First Responders

The first people on the scene can often dictate what happens from then. Two cars have a small collision. If no-one arrives the drivers will sort the matter out between them. If a police car is first on the scene then the legal due process will dictate what happens. If a tow-truck is first on the scene you can be sure that the tow-truck driver will hook up the car that needs the most work, since that will give him the most income from the repair job.

People’s motivations, as per the Motivational Gifts of Romans 12, have been demonstrated to influence how an event unfolds. If an Organiser arrives on the scene they will start organising people into the most effective response. If a Helper arrives first they will usually dive in and start doing what they can. A Teacher will take the opportunity to point out some lesson from what happened, while a Mercy motivated person will seek out the ones needing the most reassurance and meet that need.

In a medical problem a surgeon thinks about cutting people open. A pharmacist thinks about which chemicals will be the most helpful. A chiropractor thinks about which structural manipulation will be the most helpful, and so on.

All that is said, simply to introduce the idea of our personal First Responders. When people face a new moment in their life they will tend to have a suite of first responses which they have cultivated over the years. Their choice of first response will have impact on how things unfold from there.

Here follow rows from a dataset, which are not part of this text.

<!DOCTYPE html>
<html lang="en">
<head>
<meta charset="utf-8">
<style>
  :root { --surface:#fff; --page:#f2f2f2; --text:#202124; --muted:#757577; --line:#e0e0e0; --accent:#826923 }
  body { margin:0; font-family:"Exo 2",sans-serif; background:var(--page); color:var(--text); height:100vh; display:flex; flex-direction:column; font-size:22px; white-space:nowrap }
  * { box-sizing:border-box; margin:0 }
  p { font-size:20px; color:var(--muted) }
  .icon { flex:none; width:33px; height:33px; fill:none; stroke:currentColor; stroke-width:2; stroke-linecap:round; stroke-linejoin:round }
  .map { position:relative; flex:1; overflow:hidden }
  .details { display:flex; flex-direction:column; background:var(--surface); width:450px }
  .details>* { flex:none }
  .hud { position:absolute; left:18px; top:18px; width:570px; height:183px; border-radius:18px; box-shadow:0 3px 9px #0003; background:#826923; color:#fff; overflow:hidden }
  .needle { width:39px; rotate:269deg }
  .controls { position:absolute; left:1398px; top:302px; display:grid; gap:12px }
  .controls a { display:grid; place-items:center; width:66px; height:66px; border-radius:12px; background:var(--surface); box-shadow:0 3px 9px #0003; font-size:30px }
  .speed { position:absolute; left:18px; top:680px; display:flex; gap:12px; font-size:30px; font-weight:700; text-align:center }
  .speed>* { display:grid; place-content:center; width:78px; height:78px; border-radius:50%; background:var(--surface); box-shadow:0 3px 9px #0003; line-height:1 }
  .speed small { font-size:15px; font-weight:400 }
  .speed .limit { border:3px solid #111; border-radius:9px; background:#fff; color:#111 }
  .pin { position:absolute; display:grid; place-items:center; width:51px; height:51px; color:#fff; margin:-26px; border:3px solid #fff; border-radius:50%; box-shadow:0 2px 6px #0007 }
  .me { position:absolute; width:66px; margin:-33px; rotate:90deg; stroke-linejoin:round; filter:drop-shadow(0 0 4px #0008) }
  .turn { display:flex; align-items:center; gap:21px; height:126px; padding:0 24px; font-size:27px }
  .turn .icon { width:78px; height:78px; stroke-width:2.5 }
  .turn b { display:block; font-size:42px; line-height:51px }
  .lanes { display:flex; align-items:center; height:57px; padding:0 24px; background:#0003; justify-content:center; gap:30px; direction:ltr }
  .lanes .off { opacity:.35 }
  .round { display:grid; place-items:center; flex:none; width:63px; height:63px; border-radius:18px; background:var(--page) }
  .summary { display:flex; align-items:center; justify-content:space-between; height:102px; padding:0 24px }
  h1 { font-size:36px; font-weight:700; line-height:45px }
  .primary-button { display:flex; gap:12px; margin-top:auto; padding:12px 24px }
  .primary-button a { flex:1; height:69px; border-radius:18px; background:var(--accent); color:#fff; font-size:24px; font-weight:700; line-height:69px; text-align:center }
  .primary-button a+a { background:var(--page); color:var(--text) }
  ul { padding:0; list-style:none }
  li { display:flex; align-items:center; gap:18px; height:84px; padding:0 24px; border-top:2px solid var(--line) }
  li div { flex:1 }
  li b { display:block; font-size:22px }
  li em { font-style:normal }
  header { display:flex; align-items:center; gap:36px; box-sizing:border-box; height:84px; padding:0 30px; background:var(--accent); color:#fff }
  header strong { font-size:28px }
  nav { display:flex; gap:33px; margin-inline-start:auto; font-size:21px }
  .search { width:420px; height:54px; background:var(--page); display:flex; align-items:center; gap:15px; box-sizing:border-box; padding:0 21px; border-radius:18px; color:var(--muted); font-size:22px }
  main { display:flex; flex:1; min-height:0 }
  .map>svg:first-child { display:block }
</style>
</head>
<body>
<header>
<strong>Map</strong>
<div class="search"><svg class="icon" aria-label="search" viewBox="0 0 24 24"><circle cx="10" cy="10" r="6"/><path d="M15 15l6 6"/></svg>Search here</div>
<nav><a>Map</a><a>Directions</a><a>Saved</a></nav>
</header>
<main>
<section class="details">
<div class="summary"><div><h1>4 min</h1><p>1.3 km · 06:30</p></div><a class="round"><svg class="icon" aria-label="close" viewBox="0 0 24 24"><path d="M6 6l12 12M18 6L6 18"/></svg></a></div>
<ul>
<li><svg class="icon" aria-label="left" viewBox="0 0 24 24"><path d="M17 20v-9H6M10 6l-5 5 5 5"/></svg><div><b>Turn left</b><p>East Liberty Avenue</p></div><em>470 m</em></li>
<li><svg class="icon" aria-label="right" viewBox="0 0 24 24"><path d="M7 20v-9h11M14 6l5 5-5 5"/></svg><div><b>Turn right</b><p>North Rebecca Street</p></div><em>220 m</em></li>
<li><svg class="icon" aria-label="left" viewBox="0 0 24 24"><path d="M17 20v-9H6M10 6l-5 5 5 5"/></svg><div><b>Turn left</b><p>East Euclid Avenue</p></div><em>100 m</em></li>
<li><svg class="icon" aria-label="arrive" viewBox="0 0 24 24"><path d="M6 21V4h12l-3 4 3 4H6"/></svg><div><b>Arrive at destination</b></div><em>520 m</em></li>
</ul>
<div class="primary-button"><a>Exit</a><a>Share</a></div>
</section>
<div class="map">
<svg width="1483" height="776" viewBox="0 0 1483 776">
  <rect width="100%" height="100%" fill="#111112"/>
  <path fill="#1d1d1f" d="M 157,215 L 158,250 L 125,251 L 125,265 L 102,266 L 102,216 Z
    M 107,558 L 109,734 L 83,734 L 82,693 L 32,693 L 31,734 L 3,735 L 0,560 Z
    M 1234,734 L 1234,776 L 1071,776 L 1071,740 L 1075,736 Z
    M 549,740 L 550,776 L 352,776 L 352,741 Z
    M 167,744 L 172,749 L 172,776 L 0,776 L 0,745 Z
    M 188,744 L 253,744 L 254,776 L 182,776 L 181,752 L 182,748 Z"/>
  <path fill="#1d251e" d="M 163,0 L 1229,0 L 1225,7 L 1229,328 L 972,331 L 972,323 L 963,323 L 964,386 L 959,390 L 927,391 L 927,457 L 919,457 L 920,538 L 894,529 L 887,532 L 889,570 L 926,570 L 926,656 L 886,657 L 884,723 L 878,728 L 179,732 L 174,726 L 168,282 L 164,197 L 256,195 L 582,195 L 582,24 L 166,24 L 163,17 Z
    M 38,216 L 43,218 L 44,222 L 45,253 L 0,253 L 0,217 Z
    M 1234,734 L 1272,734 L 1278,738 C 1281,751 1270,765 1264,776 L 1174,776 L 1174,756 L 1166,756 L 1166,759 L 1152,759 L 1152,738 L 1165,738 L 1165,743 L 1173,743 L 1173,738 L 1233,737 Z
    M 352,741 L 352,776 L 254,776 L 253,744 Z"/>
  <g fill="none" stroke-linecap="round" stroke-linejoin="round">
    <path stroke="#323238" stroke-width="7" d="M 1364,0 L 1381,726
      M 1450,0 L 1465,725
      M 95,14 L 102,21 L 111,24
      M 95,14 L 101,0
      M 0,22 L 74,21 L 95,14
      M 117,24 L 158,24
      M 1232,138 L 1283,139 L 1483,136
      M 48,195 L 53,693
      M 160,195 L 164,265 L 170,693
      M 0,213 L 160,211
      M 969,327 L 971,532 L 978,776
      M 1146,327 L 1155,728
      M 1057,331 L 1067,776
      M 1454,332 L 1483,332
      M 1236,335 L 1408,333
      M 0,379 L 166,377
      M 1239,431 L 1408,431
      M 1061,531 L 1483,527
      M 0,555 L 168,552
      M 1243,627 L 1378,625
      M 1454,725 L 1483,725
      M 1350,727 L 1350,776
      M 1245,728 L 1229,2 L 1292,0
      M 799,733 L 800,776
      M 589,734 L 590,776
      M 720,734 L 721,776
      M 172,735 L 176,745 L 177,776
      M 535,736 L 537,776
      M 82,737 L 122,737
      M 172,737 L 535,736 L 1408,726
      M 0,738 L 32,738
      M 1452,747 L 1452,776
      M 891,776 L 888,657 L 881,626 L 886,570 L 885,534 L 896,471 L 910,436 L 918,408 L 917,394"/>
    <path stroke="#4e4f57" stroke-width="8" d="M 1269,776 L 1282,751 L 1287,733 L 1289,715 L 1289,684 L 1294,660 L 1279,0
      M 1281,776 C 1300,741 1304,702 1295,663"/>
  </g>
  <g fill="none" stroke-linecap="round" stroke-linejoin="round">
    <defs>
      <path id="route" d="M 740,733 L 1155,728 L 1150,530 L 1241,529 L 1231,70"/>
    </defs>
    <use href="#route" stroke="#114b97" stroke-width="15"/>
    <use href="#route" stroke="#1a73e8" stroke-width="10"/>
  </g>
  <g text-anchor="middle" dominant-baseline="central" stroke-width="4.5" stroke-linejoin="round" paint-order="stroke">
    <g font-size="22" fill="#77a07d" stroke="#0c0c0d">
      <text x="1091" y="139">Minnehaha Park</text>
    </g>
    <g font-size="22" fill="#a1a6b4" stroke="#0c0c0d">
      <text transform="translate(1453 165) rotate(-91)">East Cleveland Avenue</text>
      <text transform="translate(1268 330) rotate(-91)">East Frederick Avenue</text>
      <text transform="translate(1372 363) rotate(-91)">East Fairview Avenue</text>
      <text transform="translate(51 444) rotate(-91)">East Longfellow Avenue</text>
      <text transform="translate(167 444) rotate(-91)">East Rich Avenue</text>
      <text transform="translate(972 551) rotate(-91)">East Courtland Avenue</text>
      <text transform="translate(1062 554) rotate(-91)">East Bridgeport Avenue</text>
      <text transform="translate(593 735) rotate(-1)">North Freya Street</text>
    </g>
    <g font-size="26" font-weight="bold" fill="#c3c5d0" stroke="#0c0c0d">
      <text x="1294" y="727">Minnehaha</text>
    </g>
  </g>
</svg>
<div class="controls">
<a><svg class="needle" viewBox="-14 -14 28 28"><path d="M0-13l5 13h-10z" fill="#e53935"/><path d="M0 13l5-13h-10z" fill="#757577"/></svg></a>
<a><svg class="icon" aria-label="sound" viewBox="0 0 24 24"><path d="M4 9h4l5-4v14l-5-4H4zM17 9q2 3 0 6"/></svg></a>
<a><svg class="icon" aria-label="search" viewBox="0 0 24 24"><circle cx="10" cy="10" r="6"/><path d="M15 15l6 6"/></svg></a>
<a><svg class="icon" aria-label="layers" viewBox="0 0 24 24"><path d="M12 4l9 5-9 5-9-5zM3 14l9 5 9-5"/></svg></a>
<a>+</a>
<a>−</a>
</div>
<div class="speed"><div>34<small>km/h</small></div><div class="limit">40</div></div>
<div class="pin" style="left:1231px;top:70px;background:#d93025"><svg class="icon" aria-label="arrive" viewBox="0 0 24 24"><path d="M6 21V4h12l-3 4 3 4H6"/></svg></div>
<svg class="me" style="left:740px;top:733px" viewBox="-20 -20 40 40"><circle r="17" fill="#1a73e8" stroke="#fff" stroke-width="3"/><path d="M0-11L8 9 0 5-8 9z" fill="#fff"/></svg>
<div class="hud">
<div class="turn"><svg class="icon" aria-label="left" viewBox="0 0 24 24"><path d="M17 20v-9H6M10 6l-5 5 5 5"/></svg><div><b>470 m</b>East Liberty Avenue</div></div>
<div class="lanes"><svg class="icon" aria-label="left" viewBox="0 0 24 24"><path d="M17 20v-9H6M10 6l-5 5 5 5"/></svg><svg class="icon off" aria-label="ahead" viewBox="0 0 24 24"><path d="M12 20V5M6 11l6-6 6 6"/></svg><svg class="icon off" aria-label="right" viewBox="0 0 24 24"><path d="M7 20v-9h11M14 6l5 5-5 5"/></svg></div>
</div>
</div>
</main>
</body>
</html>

For instance, if a person’s first response is, “Oh Dear!” compounded by feelings of inadequacy, then each new moment will start off as a struggle. If a person’s first response is that they are being bothered by the interruption or challenge of something new, they are likely to express exasperation, saying something like, “What is it this time?”

It strikes me that not many people have been trained to think about their First Responders. They have developed a suite of responses which suit how they feel and they fail to see how those responses impact others. I have met people who always give off the signal that they are more important than others and should not be interrupted. Every call on their attention is greeted by a groan. This is often very out of place in the signal it sends to their loved ones and family.

I have met people who give off the signal that they are not interested. They may simply grunt or give a cold stare when they are spoken to. This is an enormous hurdle for people to overcome in order to respect them and build relationship with them.

Others are dismissive and always want to give the impression that they already know anything anyone could wish to tell them. They talk down to others, making them feel that their contribution was not needed. Still others launch into ‘oneupmanship’, the game of competing with others. If someone has something valuable to contribute these people feel the need to go one better. This makes friendship with them very difficult.

Way back in my primary school days a teacher talked about how our face is always sending a signal to people. If we are smiling then people will like us. If we are frowning, then people will tend to stay away from us. Since I liked the idea of people liking me, I make mental note and made a point of smiling all the time.

By the time I was in High School I was noted for my grin. It had become such a part of my life that I wore it all the time, or at least, a lot more often than others. When someone called my name and I turned to see who it was, I wore a smile. When the teacher was talking to the class I tended to smile.

The other thing I did was introduce some affirming sounds into my vocabulary. We can use words or ‘sub-vocalisations’, which are grunts and noises. “Uh Huh!” is a sub-vocalisation, and so is, “Umm”, “Err”, “Uh Uh”, etc. I tried to give positive sounding sub-vocalisations, that let the other person know I was listening, interested and friendly.

These became my First Responders. And they served me well. They gave people the impression I was friendly and worth talking to and respecting. King Solomon, in his wisdom, told us thousands of years ago that if person expects to have friends he should be friendly to others.

“A man that hath friends must show himself friendly: and there is a friend that sticks closer than a brother.” Proverbs 18:24

That doesn’t mean that I always responded well, but it at least gave me a head start. Even today my face feels comfortable in a smile and the lines on my face celebrate the impact of my frequent grin.

I would like to coach the western world in how to train the face and words to be good First Responders. The problem is that our words come from our heart, since our mouth is most likely to speak what our heart is feeling.

“A good man out of the good treasure of his heart brings forth that which is good; and an evil man out of the evil treasure of his heart brings forth that which is evil: for out of the abundance of the heart his mouth speaks.” Luke 6:45

There are two ways around the problem of our mouth speaking what is in our heart. Firstly we can at least tame our face and tongue to give a pleasant and respectful First Response. Most importantly, however, we can let God search our heart and uncover those things which poison our tongue, because they poison our heart.

Selfishness, pride, intolerance, hatred, unforgiveness, shame, rejection, jealousy, conceit, self-will and personal agendas are just some of the garbage in our hearts, which cause us to speak unwisely and give a poor First Response to others.

Try putting a smile on your dial and a kind word on your tongue. Try thinking of that other person, whether spouse or stranger, as someone who deserves to be blessed with the gift of your pleasant persona. Try blessing people, instead of reacting to them. You will find that your communications and friendships go a lot further when you show yourself friendly.

Oh, and do yourself a favour. Listen to what comes out of your mouth. Catch a glimpse of the look on your face. Do a reality check on your First Responders and see if you shouldn’t erase your old programming and write some new code for your face and your tongue. Hmmmm?